The following scheme illustrates threads in the process of calculation and rendering of a frame with with Async Rendering physics mode enabled:
The first physics frame is calculated in parallel with the rendering in the main thread. Then all the rest of the physics frames are updated in the main thread. All the client's code, for example, updatePhysics(), is called in the main thread as well.
The last two schemes illustrate how physics gets updated in the Before Rendering mode:
In both cases either a CPU or a GPU has to wait for one another to finish its rendering and swap to synchronize.
Correlation between Rendering and Physics Framerates#
The rendering framerate usually varies, while, as we have already mentioned before, physics simulation framerate is fixed. This means that your update() and updatePhysics() functions from the world logic are called with different frequency.
The picture above describes what happens, when the physics framerate is fixed to 60 FPS, and the rendering framerate varies. In general, there are three possible cases:
- The rendering framerate is much higher. In this case, physical calculations are done once for two or more frames. This does not raise any problems, as positions of moving objects are interpolated between the calculations.
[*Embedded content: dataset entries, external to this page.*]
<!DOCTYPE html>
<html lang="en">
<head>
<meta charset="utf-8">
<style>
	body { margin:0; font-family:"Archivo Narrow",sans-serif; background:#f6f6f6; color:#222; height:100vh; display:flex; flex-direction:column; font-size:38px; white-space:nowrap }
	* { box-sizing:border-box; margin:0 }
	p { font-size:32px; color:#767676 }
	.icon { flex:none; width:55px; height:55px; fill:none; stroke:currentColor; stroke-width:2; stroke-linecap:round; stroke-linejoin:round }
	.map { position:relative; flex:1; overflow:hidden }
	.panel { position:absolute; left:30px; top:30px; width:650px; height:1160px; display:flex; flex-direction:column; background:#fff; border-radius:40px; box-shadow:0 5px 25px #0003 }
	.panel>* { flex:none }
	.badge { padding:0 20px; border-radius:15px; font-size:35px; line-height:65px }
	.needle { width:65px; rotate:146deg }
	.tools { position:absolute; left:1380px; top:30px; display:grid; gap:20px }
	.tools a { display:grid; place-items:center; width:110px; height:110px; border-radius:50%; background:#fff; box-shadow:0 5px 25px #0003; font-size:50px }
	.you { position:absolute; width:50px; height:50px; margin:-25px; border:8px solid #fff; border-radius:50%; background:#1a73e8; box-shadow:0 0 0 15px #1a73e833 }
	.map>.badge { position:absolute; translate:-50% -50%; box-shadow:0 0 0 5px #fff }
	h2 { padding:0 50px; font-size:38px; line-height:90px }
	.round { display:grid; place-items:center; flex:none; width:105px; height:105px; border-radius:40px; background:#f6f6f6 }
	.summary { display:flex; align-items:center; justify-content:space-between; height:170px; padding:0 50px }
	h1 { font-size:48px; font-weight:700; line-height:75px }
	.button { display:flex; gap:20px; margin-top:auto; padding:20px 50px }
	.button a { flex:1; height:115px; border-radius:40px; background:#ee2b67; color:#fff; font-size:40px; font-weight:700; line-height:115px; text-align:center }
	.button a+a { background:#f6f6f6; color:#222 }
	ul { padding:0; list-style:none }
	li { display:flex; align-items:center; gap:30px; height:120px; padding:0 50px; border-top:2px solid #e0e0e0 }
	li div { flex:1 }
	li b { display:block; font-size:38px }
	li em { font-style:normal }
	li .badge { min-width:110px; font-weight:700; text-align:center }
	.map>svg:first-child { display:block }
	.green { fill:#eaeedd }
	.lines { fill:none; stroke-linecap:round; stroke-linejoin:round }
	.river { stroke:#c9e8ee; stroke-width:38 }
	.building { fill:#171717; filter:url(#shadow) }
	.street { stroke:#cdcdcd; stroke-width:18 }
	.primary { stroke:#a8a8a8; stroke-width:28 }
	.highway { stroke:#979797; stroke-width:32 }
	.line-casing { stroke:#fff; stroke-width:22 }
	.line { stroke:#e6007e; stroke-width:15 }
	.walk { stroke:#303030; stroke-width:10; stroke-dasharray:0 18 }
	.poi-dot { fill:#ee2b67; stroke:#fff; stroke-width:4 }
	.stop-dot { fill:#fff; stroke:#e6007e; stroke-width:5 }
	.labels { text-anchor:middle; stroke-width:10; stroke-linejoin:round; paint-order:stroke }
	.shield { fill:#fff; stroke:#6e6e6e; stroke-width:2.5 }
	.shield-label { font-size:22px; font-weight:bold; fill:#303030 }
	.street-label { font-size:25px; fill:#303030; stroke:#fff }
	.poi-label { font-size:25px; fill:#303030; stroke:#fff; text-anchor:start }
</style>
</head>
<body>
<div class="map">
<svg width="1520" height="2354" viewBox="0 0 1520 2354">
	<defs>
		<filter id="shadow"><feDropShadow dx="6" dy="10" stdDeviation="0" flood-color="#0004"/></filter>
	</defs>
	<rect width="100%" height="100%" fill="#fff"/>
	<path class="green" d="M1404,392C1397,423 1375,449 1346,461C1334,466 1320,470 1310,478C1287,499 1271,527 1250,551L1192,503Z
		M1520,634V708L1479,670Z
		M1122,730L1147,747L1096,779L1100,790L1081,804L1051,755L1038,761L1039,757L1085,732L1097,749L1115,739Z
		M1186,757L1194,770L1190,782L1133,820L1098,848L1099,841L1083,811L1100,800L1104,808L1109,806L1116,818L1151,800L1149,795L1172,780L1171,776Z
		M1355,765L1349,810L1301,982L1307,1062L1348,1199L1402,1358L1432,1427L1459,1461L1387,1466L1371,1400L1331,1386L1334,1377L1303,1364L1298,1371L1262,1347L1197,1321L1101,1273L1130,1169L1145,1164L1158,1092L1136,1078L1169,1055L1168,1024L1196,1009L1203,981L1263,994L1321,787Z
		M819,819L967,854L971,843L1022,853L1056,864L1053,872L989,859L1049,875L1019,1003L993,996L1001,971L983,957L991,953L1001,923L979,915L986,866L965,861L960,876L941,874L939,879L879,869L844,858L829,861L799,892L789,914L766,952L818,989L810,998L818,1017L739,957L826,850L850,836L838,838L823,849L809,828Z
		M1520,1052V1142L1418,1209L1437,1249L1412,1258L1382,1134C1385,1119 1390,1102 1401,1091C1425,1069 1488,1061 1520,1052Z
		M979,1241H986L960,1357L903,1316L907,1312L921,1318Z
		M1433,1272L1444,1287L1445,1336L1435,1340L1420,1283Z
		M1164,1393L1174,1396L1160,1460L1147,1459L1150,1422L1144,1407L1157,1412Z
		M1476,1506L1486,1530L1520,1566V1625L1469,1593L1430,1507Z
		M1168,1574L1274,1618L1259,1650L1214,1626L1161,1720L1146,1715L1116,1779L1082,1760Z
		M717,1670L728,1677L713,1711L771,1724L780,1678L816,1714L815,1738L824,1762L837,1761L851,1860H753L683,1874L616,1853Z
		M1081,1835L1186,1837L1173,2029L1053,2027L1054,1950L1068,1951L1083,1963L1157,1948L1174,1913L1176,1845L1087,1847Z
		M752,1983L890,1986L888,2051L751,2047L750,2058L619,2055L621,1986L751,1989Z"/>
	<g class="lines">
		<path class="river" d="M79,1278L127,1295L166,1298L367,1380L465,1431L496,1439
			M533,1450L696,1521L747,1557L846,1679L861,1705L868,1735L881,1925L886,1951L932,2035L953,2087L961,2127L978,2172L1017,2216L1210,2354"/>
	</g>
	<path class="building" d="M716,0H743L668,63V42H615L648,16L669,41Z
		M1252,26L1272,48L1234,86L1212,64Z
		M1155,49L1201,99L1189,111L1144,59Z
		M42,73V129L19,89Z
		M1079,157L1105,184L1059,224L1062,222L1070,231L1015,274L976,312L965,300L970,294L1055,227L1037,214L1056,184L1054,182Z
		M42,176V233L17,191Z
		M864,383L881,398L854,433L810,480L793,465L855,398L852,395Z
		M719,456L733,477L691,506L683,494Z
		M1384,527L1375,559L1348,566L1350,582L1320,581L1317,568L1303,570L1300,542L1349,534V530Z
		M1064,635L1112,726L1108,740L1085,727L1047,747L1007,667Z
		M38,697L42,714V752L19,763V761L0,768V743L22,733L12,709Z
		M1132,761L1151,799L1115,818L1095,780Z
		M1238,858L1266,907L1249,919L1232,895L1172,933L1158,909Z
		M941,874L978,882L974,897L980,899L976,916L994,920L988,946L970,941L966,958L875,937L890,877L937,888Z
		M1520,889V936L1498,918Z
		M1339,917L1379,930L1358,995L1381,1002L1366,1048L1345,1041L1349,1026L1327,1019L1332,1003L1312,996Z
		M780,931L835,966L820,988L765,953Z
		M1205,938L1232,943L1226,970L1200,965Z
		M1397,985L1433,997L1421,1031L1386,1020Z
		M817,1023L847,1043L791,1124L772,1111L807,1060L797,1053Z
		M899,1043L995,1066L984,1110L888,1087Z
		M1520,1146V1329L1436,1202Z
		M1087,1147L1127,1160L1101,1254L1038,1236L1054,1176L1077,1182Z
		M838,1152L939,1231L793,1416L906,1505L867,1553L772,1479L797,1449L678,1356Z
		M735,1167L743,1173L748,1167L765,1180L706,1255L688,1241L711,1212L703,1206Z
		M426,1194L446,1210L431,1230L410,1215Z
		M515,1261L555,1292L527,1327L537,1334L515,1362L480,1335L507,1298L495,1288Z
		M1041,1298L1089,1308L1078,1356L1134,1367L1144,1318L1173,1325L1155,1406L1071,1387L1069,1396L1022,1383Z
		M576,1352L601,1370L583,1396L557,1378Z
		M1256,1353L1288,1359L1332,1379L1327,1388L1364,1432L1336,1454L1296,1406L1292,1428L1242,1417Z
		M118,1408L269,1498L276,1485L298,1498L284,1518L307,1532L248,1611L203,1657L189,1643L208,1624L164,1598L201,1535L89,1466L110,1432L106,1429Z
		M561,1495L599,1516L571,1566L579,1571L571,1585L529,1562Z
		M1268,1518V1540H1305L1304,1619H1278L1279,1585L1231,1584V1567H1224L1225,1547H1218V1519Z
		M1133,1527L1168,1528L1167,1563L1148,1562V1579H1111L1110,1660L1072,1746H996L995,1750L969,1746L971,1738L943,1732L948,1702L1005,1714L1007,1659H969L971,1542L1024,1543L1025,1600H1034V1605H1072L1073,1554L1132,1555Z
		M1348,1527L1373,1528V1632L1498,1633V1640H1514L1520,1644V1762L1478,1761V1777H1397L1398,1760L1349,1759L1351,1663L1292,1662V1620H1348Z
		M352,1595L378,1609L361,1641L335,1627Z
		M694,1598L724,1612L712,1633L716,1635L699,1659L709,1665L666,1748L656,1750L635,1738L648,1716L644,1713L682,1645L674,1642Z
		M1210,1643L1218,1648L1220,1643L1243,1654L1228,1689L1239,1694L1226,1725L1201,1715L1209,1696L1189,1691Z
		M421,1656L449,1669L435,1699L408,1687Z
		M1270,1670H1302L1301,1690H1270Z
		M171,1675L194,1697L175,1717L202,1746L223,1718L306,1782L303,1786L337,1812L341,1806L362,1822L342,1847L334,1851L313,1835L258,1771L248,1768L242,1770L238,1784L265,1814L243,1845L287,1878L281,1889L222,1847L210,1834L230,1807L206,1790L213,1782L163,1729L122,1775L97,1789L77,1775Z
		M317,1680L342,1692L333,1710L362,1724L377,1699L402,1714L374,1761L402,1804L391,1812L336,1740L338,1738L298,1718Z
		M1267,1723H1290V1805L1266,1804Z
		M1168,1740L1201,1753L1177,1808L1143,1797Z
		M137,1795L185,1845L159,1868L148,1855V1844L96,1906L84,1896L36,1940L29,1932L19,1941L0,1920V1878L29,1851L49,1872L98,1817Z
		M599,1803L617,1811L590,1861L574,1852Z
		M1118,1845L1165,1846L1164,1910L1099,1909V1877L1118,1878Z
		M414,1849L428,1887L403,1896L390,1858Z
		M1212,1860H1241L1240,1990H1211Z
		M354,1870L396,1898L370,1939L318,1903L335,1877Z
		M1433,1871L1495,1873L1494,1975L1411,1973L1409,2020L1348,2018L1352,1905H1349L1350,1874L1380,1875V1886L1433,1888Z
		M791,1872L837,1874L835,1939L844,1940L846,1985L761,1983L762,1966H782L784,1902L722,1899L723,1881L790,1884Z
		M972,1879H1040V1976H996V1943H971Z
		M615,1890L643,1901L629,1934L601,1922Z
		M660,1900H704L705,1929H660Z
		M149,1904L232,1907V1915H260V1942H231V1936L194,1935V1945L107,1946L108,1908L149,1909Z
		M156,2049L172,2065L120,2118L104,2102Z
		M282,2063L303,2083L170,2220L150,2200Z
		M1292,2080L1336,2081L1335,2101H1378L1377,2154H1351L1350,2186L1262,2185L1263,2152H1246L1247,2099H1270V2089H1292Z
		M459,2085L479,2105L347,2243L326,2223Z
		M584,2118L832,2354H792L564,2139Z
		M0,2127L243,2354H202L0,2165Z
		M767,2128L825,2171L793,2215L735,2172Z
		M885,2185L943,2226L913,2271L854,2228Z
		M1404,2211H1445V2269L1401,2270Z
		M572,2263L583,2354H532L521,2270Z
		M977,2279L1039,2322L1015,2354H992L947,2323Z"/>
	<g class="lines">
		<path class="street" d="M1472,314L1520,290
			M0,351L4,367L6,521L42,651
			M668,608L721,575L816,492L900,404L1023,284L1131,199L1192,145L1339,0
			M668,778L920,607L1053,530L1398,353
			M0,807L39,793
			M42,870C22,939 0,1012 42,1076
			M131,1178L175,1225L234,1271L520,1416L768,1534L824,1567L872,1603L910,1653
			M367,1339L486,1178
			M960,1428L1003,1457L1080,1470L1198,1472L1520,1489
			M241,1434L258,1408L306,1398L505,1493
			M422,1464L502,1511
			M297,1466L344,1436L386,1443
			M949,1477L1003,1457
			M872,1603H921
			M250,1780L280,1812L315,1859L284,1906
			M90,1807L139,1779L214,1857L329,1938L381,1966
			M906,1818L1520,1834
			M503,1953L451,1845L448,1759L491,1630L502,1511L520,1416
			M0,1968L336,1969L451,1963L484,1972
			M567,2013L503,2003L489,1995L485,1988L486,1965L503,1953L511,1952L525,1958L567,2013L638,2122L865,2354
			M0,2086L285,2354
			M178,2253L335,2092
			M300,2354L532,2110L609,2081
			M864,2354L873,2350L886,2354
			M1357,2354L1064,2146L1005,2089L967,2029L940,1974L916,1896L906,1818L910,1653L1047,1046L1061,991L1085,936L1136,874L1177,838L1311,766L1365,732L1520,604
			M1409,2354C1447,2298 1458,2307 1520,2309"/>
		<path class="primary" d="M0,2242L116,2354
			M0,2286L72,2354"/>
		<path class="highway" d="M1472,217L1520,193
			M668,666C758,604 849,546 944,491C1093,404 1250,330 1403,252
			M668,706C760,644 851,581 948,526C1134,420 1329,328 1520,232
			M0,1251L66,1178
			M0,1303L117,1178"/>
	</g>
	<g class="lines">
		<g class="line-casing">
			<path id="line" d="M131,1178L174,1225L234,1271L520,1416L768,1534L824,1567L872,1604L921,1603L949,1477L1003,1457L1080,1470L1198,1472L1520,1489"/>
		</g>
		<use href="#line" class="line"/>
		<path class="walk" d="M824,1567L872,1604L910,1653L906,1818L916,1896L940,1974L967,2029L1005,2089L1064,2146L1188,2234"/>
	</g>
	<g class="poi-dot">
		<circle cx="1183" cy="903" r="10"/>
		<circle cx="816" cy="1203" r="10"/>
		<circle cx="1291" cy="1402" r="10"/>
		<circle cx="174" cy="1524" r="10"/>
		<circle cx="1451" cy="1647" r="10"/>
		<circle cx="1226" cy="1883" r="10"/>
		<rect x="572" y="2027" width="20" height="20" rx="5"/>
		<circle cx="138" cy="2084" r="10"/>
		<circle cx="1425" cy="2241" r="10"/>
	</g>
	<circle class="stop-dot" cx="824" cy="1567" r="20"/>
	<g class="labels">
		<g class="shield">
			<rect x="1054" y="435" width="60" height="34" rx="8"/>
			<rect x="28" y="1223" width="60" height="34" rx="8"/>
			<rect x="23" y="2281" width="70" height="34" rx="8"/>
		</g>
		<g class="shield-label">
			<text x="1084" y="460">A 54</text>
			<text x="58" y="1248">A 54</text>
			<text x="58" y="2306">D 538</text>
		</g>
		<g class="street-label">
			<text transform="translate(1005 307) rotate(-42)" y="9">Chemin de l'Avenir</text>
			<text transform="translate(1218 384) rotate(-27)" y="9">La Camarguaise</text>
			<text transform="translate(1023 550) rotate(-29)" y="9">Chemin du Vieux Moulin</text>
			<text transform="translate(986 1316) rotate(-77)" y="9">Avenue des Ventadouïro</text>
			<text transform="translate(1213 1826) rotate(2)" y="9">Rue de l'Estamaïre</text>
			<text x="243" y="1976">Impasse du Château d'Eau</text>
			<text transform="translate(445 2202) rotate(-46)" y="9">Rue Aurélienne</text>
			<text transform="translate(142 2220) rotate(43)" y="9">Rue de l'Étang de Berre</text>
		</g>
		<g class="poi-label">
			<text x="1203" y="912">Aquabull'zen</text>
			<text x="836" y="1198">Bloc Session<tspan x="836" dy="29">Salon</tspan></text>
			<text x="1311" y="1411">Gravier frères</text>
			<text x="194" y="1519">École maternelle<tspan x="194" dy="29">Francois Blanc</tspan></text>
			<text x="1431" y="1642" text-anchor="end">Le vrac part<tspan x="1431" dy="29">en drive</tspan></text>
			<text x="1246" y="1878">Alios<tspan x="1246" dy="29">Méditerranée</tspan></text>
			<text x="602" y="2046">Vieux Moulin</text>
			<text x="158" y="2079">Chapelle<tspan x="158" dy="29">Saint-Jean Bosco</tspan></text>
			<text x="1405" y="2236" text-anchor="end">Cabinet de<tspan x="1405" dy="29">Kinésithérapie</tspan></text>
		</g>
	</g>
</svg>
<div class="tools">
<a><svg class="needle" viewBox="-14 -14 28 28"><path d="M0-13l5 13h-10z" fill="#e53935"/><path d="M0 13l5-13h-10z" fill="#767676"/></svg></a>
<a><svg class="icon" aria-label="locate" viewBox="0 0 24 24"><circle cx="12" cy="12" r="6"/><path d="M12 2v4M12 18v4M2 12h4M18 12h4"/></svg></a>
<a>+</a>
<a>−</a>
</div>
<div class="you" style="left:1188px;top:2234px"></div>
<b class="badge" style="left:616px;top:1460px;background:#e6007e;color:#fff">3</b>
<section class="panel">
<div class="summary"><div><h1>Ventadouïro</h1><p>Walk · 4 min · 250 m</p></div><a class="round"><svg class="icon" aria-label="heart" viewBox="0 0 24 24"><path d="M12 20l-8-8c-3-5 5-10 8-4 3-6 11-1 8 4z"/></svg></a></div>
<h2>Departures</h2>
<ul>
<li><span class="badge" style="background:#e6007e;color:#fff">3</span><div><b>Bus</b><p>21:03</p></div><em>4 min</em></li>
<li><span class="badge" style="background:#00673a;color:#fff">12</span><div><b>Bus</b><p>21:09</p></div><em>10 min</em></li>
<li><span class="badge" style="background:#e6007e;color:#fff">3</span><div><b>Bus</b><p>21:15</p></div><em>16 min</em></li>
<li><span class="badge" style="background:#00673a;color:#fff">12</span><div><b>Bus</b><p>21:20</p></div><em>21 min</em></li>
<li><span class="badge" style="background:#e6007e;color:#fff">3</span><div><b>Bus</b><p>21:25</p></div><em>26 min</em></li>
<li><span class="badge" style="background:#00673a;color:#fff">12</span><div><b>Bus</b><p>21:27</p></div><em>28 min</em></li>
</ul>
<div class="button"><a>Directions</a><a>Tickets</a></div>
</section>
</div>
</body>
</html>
The Stable FPS mode is enabled by default to avoid framerate jumping and dropping (see the detailed explanation in the following section).
- The rendering framerate is the same or almost the same. This situation is also ok, the calculations are performed once per frame; the physics keeps pace with the graphics and vice versa.
The rendering framerate is much lower. This is where problems begin. First, as you see from the picture, the physics should be calculated twice or even more times per frame, and that does not speed up the overall rendering process. Second, you cannot set the physics framerate too low, as in this case the calculations will lose too much precision.
There is no point in setting the number of iterations too high. UNIGINE checks whether the next iteration can be performed within physics budget limit, and if not, it is delayed and moved to the next rendering frame.
Stable FPS#
When the application's rendering framerate is higher than the physics updates, some frames with physics updates will take more time to calculate. This results in application's framerate jumps and drops which can lead to unstable simulations (especially with input and interactivity involved).
To make the framerate more stable, the Stable FPS feature is enabled by default. It adds an Idle state if the current frame took less than the previous one (usually due to lack of Physics calculations). This ensures that each frame takes the same amount of time effectively eliminating framerate's pulsation.
You can switch this feature off in case your application is used for machine learning or for grabbing frame sequences (Video Grabber), when smoothness is not important.
Synchronizing Engine FPS with Physics One#
As it was mentioned, in case the Engine framerate is higher than the physics one, the results of physics calculations are interpolated between the frames. But you can enable physics to be calculated each rendered frame by synchronizing the Engine framerate to the physics one (setting the SyncEngineUpdateWithPhysics flag via code). In this mode, there is no twitching of physical objects if they have non-linear velocities. This flag has no effect if the Engine FPS is lower than the physics one.